» **WORK TO BE COMPLETED**: In the entries below, find the line with "position:relative; width:1051px; height:2558px;" and the line with "translate:-50% -50%; white-space:nowrap;". Reproduce those two lines and every line between them exactly, and nothing more.

Data records:
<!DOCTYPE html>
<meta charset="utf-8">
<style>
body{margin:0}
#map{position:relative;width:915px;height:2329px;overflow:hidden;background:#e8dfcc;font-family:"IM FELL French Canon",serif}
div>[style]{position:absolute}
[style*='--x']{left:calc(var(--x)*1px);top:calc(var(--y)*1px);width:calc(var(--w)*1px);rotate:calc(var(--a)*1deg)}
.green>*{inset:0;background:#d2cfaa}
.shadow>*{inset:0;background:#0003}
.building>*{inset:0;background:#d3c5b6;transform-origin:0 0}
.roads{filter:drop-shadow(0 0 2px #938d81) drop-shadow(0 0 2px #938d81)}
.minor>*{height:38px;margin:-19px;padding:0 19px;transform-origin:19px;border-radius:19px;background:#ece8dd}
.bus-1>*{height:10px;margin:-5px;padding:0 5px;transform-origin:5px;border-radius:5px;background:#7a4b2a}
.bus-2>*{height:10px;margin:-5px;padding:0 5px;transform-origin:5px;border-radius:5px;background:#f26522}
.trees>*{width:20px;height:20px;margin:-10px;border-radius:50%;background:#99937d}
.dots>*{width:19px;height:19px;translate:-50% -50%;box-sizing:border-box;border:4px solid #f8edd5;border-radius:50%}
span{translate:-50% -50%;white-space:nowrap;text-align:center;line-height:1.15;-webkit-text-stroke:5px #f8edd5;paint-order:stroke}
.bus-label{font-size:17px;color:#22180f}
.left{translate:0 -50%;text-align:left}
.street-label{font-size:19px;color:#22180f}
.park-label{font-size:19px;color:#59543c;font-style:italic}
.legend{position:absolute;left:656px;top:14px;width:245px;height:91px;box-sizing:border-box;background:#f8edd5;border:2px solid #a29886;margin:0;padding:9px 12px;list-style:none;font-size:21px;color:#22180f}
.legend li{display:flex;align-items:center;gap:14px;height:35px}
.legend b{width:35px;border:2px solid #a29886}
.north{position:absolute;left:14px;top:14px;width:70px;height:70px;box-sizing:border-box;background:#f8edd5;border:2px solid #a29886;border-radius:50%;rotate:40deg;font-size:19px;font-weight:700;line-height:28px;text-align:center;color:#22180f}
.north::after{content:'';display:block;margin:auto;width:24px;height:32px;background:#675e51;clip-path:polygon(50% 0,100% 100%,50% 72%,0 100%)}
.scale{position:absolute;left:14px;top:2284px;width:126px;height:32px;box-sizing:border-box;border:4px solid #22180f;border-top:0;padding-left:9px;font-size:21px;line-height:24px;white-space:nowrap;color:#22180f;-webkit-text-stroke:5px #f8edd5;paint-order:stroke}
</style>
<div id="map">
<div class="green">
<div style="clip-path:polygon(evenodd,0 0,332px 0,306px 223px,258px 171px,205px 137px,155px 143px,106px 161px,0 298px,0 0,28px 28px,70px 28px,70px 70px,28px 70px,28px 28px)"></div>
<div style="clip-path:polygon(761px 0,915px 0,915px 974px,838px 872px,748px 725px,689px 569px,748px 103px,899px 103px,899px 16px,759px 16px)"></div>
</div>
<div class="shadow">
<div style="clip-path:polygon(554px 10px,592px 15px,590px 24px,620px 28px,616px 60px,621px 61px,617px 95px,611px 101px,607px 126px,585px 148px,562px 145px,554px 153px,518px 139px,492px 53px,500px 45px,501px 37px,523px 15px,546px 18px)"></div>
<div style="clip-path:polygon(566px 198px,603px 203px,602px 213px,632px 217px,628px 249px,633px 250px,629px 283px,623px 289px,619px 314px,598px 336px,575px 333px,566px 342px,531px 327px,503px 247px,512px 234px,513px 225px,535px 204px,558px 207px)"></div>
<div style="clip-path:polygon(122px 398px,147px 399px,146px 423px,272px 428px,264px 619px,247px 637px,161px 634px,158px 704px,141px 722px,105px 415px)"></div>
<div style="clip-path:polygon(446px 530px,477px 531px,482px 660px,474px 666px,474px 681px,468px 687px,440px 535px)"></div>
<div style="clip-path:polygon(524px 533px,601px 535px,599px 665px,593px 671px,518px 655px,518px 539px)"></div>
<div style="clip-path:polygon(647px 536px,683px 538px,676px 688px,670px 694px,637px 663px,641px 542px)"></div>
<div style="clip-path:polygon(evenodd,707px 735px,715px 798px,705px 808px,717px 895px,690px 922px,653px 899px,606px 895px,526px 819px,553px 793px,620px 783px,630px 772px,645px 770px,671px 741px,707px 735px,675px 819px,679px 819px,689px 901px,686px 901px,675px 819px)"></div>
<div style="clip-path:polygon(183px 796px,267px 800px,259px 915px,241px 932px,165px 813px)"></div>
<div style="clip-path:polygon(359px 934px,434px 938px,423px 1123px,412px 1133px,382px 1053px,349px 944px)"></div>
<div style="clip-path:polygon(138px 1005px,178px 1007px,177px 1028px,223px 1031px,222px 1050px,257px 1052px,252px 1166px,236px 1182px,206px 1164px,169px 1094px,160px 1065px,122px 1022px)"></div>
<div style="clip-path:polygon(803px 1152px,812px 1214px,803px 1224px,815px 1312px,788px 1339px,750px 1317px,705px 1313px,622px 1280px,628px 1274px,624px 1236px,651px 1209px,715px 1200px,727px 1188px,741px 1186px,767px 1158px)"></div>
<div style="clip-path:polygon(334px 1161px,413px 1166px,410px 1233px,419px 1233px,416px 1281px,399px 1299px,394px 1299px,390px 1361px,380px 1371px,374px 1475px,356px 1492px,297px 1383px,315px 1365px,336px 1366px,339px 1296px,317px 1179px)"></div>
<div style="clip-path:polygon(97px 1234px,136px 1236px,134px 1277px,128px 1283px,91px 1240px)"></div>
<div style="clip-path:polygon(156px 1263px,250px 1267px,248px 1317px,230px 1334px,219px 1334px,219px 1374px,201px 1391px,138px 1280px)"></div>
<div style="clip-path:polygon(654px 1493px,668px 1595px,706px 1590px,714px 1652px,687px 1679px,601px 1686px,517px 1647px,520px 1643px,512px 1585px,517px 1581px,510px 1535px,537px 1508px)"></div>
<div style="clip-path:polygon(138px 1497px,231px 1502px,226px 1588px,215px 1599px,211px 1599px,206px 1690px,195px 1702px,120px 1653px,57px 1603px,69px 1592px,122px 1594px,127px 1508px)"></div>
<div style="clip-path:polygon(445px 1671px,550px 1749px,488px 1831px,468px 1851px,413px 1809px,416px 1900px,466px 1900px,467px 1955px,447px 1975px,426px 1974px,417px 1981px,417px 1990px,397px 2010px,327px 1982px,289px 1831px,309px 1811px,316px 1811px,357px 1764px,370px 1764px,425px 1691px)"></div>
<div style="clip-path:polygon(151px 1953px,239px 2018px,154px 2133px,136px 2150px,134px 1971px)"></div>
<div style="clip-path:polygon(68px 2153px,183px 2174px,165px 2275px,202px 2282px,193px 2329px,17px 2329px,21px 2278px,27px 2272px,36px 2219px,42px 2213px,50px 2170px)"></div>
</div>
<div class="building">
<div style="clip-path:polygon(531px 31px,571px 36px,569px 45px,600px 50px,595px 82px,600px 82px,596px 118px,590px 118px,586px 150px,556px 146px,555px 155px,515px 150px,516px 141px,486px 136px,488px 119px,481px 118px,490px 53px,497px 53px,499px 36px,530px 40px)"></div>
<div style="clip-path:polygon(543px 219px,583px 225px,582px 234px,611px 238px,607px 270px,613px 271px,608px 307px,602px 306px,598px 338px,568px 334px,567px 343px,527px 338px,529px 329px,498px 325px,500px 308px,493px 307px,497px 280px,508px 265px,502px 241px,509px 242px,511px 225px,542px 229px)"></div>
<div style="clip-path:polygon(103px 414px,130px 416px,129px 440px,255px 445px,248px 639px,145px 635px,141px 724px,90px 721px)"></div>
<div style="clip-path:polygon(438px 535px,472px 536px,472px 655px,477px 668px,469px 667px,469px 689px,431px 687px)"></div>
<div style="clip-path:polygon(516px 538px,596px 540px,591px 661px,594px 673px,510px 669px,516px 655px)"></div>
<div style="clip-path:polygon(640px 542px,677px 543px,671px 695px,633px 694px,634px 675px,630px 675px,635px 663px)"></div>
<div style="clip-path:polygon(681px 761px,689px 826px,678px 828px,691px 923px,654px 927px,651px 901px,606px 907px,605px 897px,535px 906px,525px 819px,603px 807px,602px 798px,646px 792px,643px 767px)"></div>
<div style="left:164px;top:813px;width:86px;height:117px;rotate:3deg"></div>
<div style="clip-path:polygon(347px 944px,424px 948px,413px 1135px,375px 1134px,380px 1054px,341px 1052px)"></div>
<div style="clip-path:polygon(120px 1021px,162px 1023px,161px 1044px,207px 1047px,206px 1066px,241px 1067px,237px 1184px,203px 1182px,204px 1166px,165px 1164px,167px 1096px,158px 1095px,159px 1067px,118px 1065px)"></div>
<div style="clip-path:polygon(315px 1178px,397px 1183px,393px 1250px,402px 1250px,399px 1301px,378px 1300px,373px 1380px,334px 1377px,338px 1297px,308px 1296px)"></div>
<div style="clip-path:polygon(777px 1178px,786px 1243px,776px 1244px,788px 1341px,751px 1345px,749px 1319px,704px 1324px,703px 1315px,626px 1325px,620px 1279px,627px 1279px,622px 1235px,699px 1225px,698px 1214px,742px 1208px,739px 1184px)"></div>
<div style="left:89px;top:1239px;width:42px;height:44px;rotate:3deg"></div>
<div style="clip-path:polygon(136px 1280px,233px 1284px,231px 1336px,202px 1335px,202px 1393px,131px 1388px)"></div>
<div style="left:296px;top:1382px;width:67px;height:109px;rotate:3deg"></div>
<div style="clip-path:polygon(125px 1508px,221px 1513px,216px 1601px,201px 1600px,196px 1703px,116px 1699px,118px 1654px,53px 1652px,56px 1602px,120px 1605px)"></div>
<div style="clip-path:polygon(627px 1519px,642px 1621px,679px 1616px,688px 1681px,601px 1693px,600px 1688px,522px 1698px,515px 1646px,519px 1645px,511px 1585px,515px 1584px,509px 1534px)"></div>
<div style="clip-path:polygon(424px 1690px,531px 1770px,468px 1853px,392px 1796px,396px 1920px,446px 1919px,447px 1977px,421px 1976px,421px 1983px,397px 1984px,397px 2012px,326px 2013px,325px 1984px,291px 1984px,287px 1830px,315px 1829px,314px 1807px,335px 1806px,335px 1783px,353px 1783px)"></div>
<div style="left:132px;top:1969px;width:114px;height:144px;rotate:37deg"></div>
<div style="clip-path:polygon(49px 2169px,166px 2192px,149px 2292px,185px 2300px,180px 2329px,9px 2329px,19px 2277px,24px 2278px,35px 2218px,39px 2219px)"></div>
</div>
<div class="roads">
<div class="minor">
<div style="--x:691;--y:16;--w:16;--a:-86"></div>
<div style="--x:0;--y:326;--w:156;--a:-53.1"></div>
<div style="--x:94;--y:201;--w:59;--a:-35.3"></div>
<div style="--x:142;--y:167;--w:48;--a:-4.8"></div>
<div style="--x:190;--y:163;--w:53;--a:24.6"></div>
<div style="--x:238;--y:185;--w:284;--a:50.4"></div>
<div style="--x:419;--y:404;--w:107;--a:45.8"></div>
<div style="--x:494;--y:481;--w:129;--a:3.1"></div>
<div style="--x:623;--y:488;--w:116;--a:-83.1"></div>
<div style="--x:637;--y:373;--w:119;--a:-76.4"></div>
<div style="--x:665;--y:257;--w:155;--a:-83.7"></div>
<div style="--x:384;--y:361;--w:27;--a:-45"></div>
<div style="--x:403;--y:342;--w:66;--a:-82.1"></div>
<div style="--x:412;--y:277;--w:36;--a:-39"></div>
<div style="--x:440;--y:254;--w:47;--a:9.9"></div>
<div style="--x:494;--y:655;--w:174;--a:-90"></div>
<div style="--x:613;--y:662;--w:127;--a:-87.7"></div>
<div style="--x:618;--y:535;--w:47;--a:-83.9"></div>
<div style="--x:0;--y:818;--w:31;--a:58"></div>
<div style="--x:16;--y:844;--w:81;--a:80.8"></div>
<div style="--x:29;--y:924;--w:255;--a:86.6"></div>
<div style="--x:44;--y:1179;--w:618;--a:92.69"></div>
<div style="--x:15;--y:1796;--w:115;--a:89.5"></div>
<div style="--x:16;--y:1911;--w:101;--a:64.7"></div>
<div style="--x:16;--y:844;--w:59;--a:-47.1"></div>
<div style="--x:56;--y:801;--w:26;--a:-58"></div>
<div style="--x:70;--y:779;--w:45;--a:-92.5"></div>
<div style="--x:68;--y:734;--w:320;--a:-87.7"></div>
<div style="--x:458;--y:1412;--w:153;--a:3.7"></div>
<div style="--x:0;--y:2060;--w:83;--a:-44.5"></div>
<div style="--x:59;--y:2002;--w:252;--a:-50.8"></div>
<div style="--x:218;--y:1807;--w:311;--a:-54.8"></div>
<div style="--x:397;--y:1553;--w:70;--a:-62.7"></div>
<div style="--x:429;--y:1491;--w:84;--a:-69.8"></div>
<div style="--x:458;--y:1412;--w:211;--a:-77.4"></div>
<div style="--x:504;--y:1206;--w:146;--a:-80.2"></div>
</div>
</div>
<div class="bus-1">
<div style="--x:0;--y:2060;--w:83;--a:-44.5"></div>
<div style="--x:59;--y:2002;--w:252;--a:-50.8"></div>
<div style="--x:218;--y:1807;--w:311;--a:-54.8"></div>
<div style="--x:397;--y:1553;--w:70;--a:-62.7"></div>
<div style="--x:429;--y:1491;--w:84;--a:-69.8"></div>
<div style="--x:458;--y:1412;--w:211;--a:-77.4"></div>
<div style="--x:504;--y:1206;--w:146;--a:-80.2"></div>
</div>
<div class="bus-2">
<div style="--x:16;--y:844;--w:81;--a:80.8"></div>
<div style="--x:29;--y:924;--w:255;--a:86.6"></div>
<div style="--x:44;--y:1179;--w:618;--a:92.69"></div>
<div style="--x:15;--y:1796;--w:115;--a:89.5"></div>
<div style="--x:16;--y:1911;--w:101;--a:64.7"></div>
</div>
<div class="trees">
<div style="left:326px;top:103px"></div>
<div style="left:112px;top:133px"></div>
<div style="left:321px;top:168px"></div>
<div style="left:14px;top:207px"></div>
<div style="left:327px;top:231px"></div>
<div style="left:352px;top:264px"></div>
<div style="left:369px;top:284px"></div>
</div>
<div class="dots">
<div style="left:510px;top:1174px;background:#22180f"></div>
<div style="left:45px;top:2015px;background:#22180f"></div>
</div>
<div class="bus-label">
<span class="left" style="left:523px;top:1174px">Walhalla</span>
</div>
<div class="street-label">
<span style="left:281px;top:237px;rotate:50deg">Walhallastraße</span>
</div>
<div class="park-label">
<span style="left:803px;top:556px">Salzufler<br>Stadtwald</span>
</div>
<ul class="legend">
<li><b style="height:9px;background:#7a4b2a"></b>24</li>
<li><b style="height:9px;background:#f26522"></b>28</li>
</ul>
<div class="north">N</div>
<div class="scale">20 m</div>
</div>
---
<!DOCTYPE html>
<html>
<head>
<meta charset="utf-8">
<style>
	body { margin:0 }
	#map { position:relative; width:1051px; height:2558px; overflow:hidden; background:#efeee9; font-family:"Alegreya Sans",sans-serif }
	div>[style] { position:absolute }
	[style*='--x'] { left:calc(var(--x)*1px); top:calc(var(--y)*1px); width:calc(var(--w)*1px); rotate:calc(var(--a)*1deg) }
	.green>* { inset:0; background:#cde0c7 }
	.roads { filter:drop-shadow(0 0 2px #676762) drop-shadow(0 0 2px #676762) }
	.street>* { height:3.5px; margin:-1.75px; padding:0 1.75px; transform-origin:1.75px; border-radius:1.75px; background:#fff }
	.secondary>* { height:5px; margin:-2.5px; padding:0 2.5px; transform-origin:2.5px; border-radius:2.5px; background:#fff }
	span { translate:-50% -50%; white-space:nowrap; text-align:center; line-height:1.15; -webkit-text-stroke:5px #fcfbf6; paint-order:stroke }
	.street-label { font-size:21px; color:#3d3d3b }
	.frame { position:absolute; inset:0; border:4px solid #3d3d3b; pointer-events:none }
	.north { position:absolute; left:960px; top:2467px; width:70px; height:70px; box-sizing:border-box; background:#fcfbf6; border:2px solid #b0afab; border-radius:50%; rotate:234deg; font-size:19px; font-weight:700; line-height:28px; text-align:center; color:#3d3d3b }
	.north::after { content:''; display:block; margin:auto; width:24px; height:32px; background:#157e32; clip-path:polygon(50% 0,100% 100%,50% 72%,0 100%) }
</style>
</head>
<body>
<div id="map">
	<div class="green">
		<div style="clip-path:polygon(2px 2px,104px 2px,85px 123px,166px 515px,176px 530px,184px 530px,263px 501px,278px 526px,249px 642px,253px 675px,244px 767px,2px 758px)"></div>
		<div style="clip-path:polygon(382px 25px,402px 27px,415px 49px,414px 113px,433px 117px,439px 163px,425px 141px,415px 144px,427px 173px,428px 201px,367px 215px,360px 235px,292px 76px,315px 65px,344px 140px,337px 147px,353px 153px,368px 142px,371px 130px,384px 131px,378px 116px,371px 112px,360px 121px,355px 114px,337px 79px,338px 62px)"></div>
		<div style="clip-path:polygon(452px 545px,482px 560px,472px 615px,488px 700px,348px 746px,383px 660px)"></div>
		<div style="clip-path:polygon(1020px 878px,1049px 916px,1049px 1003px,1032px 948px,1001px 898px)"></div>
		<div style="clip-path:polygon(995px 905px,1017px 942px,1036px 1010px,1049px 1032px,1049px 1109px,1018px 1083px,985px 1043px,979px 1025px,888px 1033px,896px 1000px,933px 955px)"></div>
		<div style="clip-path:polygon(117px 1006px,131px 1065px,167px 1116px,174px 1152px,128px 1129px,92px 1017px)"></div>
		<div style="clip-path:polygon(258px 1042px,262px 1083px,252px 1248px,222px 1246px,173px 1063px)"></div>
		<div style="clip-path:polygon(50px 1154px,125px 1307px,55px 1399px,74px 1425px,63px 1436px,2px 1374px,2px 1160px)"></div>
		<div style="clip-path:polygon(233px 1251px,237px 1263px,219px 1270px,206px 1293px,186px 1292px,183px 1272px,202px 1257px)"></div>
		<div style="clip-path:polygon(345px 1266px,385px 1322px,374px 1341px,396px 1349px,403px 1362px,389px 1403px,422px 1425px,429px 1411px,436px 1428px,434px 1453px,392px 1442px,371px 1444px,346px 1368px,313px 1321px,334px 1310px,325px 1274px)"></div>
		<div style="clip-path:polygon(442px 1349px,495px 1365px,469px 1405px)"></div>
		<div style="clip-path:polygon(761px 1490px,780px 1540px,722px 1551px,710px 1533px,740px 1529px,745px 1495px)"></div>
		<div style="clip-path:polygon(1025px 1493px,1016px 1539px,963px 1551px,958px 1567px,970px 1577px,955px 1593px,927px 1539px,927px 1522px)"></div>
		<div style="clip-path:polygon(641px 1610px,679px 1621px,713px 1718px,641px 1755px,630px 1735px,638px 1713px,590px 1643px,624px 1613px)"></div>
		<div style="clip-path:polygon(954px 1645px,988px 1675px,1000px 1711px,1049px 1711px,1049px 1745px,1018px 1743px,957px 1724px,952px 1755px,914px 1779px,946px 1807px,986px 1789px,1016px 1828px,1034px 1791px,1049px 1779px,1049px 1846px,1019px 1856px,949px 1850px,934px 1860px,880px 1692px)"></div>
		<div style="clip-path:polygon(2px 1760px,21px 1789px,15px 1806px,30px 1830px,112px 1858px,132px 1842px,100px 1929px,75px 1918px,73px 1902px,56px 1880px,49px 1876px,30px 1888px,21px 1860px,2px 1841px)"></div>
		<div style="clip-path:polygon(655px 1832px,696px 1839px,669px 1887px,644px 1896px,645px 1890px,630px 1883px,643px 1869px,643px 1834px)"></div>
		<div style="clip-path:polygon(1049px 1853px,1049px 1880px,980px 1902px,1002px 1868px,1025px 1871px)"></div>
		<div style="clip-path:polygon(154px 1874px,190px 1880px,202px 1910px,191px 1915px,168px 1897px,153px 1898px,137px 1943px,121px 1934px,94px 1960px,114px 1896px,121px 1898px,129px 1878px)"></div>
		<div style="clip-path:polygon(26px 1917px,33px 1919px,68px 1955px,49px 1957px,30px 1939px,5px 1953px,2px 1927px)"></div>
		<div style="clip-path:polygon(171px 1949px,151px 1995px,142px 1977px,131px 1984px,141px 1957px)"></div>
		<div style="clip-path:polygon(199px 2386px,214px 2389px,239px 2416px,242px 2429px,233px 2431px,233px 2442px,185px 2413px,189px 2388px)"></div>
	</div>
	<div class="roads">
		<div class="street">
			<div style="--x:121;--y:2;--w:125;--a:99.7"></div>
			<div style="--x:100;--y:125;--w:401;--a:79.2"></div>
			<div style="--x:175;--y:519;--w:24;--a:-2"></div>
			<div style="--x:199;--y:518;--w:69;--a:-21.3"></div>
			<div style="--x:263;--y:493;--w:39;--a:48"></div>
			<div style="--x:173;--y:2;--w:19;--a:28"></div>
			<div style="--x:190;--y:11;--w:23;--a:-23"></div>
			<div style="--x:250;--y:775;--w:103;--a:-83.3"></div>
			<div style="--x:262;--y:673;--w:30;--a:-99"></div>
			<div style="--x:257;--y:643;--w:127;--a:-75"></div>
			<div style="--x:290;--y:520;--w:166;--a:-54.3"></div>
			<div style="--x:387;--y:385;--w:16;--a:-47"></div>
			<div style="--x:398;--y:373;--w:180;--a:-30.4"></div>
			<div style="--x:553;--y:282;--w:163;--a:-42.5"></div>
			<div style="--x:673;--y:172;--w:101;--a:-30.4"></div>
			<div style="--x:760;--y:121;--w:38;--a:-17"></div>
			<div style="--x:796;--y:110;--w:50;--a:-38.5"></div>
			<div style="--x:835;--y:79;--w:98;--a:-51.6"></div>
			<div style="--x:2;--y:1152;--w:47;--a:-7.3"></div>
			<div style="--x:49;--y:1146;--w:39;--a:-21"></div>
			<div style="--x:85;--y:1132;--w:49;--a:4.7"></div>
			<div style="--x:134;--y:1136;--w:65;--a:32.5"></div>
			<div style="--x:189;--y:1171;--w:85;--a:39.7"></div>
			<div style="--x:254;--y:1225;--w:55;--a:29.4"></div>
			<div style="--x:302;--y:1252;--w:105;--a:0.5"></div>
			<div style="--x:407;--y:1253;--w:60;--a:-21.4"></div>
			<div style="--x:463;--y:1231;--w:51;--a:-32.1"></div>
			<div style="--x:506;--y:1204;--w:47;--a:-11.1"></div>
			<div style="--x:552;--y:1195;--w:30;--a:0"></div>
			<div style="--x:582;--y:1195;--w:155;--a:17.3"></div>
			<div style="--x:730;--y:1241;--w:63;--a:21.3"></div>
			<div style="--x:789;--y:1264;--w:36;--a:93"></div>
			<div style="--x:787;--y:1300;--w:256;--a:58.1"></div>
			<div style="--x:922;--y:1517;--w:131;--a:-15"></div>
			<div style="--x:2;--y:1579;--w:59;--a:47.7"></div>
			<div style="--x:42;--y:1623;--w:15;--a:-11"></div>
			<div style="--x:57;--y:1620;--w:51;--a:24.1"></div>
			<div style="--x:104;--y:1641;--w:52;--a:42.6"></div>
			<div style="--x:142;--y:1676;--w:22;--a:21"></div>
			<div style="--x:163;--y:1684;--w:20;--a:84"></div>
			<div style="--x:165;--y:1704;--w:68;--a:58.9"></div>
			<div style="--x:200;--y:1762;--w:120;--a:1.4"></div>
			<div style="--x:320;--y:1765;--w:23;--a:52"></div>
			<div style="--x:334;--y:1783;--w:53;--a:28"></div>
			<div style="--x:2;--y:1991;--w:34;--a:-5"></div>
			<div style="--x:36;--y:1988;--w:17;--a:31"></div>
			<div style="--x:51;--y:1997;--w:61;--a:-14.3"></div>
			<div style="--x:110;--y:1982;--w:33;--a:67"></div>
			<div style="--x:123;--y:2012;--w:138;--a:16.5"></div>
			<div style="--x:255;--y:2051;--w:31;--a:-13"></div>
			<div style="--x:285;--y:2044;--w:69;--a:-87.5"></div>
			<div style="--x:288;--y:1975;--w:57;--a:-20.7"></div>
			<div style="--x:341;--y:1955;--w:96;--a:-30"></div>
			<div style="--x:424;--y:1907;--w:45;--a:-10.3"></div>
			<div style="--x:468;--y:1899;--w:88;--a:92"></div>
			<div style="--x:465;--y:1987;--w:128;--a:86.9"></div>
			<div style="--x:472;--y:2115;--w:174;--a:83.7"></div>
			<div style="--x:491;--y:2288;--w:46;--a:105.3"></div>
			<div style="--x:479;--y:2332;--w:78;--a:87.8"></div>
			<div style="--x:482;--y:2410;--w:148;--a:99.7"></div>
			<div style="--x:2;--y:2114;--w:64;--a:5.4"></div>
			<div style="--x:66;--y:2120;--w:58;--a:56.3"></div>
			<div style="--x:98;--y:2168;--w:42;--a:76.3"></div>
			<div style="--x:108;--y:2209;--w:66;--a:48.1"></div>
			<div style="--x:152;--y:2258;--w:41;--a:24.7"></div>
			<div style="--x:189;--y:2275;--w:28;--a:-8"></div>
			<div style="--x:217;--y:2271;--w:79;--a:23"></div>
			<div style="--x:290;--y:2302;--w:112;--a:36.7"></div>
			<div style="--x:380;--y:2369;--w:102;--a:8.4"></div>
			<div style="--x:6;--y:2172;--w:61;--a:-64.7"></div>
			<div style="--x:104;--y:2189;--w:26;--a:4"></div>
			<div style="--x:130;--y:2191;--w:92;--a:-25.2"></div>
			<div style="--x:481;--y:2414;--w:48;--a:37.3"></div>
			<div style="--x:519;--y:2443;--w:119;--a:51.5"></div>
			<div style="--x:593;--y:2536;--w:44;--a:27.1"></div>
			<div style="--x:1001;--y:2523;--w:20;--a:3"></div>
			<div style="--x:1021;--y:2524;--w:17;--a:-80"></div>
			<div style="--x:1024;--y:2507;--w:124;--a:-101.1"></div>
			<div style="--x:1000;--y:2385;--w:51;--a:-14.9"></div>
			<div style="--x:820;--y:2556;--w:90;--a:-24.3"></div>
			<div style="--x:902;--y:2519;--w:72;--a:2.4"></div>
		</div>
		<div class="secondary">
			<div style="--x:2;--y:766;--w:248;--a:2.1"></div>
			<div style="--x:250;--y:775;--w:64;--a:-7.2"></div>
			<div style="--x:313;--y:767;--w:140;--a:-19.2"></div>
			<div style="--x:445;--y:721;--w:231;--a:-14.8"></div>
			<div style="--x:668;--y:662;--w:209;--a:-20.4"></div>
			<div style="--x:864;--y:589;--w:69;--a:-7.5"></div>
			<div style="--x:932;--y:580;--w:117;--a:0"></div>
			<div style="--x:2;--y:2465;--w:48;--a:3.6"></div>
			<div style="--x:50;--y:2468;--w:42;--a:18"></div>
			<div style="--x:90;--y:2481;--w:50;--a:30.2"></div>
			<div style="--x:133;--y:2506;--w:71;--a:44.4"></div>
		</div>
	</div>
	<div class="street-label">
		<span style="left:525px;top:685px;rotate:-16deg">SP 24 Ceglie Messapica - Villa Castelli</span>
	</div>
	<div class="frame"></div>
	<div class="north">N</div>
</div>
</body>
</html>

» **OUTPUT FOR THIS EXERCISE**:
	#map { position:relative; width:1051px; height:2558px; overflow:hidden; background:#efeee9; font-family:"Alegreya Sans",sans-serif }
	div>[style] { position:absolute }
	[style*='--x'] { left:calc(var(--x)*1px); top:calc(var(--y)*1px); width:calc(var(--w)*1px); rotate:calc(var(--a)*1deg) }
	.green>* { inset:0; background:#cde0c7 }
	.roads { filter:drop-shadow(0 0 2px #676762) drop-shadow(0 0 2px #676762) }
	.street>* { height:3.5px; margin:-1.75px; padding:0 1.75px; transform-origin:1.75px; border-radius:1.75px; background:#fff }
	.secondary>* { height:5px; margin:-2.5px; padding:0 2.5px; transform-origin:2.5px; border-radius:2.5px; background:#fff }
	span { translate:-50% -50%; white-space:nowrap; text-align:center; line-height:1.15; -webkit-text-stroke:5px #fcfbf6; paint-order:stroke }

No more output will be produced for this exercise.